Hazan sabahıydı kuşlar ötüşüyor ağaçlardan yapraklar tek tek dökülüyordu. Bir yıl boyunca geçirdiğimiz bu dört mevsimin belki de en güzel baharındaydık ya da öyle zanediyorduk. Birçok insan huzuru bambaşka hayatlarda arıyabiliyorladı fakat benim huzurum bu güzellikti.
Bir elimde kahvem diğer elimde Orhan VELİ'nin güzel kelâmından şiirler;
Tütüne böyle havada alıştım,
Böyle havada aşık oldum,
Eve ekmekle tuz götürmeyi
Böyle havalarda unuttum;
Şiir yazma hastalığım,
Hep böyle havalarda nüksetti;
Beni bu güzel havalar mahvetti.Demiş Orhan Veli ne de güzel demiş büyük üstad.

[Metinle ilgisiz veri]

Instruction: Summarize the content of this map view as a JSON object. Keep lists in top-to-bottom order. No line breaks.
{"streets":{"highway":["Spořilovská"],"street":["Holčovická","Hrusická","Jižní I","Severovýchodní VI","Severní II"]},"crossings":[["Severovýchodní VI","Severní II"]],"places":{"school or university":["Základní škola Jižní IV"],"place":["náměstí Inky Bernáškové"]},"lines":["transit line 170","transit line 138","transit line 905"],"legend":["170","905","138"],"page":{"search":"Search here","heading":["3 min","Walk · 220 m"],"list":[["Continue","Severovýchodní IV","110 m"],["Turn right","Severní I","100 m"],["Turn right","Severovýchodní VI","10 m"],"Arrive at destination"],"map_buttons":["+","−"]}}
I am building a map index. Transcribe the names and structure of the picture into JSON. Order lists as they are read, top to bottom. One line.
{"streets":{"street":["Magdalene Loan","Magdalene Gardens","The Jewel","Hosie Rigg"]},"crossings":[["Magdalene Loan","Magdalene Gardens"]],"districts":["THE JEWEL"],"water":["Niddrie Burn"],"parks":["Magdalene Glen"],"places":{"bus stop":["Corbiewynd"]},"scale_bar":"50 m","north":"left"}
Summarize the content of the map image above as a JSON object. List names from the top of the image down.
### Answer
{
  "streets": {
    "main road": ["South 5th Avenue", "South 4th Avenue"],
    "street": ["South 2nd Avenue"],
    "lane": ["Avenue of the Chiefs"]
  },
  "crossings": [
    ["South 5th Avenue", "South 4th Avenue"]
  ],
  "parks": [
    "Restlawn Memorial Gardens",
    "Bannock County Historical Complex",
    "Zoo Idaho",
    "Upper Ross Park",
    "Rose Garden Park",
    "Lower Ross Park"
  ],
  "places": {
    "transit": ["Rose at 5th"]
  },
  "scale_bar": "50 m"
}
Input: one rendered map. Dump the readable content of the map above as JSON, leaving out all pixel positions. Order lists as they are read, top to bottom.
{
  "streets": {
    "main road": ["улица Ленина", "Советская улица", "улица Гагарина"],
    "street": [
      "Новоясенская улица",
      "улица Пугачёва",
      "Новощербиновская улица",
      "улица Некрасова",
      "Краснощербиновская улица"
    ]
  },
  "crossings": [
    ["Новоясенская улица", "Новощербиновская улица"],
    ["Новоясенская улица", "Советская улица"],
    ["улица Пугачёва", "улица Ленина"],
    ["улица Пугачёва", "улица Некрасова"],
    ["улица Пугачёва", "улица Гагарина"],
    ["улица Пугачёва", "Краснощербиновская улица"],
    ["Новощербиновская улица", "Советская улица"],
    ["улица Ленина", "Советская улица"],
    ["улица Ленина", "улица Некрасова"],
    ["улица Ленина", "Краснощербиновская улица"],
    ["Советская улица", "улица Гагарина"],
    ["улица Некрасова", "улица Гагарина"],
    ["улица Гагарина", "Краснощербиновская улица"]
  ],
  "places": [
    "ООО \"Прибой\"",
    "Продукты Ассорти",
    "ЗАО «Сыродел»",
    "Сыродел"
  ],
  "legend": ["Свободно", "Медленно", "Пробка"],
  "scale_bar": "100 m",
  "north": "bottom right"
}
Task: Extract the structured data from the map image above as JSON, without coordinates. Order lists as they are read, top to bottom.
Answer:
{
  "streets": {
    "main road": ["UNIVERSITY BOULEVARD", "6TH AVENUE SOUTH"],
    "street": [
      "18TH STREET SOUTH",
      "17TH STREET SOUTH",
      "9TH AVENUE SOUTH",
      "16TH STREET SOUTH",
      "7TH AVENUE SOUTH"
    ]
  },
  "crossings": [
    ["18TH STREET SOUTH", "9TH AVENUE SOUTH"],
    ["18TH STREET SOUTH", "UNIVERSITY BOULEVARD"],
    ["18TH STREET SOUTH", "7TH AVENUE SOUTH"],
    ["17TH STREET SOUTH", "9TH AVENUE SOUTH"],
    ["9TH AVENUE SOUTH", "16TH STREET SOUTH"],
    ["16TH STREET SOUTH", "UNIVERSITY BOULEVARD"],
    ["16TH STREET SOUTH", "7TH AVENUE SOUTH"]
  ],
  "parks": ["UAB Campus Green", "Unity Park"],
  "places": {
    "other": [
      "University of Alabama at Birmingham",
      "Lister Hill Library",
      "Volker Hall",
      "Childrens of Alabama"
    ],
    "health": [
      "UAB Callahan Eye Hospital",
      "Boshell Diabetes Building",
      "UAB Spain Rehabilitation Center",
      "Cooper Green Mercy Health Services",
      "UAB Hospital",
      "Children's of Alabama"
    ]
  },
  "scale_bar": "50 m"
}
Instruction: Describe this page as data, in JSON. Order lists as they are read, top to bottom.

Kendi halimle şiirleri okumaya devam ederken çalan kapının zili, Orhan Veli'nin bana hissettirdiği duyguların sessiz çığlığı gibiydi, gelen Aliydi bu bana Allahın hediyesi gibi olmuştu. Sessiz çığlıklarımı duyarcasına koşup gelmişti sanki. Aman Allahım neler düşünüyorum böyle nasıl bir sonbahardı bu böyle insanı nasılda aşka boğuyordu.
Bakışlarında ki kinayeliği, bıyık altı gülüşü beni tümüyle sarhoş etmişti.İşte Ali bütün geçmişiyle karşımda duruyordu. Geçmiş bir insanı bu kadar mı değıştirebilirdi ki ? İşte bu sorunun cevabı karşımda duruyordu bütün olumsuzluklara, bize rağmen.
Ali benim için kimdi ? Onu bu kadar önemli yapan neydi bende ? Bu soruların cevaplarını yazabilmek için kalemlerim, sayfalarım, paragraflarım beni bekliyordu. Canım dediğim adamın nasıl canımı yaktığını merakla bekliyordu.O benim aşkı tattığım ilk adamdı. İnsan ilk aşkım dediği kişiyi nasıl unutabilirdi ki ?
Beş sene ! Tam beş sene öncesinde herşey o kadar güzel gidiyordu ki , ta ki Alinin apansız evliliğine kadar.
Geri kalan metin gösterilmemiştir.